* Exercise goal: Copy down all of the data underneath, exactly as shown.

Collected material below:

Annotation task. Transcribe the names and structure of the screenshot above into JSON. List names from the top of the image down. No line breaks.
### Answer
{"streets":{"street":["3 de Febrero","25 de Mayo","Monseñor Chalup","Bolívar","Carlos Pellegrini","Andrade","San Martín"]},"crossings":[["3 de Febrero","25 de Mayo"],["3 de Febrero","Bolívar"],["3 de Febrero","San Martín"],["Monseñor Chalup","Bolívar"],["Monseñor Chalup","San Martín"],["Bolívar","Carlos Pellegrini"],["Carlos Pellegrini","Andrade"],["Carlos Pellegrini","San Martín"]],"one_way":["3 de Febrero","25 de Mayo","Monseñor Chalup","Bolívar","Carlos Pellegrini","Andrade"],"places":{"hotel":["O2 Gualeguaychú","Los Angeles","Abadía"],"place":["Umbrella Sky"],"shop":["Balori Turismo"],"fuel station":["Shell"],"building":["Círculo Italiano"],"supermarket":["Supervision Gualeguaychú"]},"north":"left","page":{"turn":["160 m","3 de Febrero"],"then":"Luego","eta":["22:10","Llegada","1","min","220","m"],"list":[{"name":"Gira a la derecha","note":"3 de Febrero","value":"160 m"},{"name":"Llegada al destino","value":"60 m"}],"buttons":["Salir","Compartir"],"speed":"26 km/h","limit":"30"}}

End of Collected material.

* Expected answer:
Annotation task. Transcribe the names and structure of the screenshot above into JSON. List names from the top of the image down. No line breaks.
### Answer
{"streets":{"street":["3 de Febrero","25 de Mayo","Monseñor Chalup","Bolívar","Carlos Pellegrini","Andrade","San Martín"]},"crossings":[["3 de Febrero","25 de Mayo"],["3 de Febrero","Bolívar"],["3 de Febrero","San Martín"],["Monseñor Chalup","Bolívar"],["Monseñor Chalup","San Martín"],["Bolívar","Carlos Pellegrini"],["Carlos Pellegrini","Andrade"],["Carlos Pellegrini","San Martín"]],"one_way":["3 de Febrero","25 de Mayo","Monseñor Chalup","Bolívar","Carlos Pellegrini","Andrade"],"places":{"hotel":["O2 Gualeguaychú","Los Angeles","Abadía"],"place":["Umbrella Sky"],"shop":["Balori Turismo"],"fuel station":["Shell"],"building":["Círculo Italiano"],"supermarket":["Supervision Gualeguaychú"]},"north":"left","page":{"turn":["160 m","3 de Febrero"],"then":"Luego","eta":["22:10","Llegada","1","min","220","m"],"list":[{"name":"Gira a la derecha","note":"3 de Febrero","value":"160 m"},{"name":"Llegada al destino","value":"60 m"}],"buttons":["Salir","Compartir"],"speed":"26 km/h","limit":"30"}}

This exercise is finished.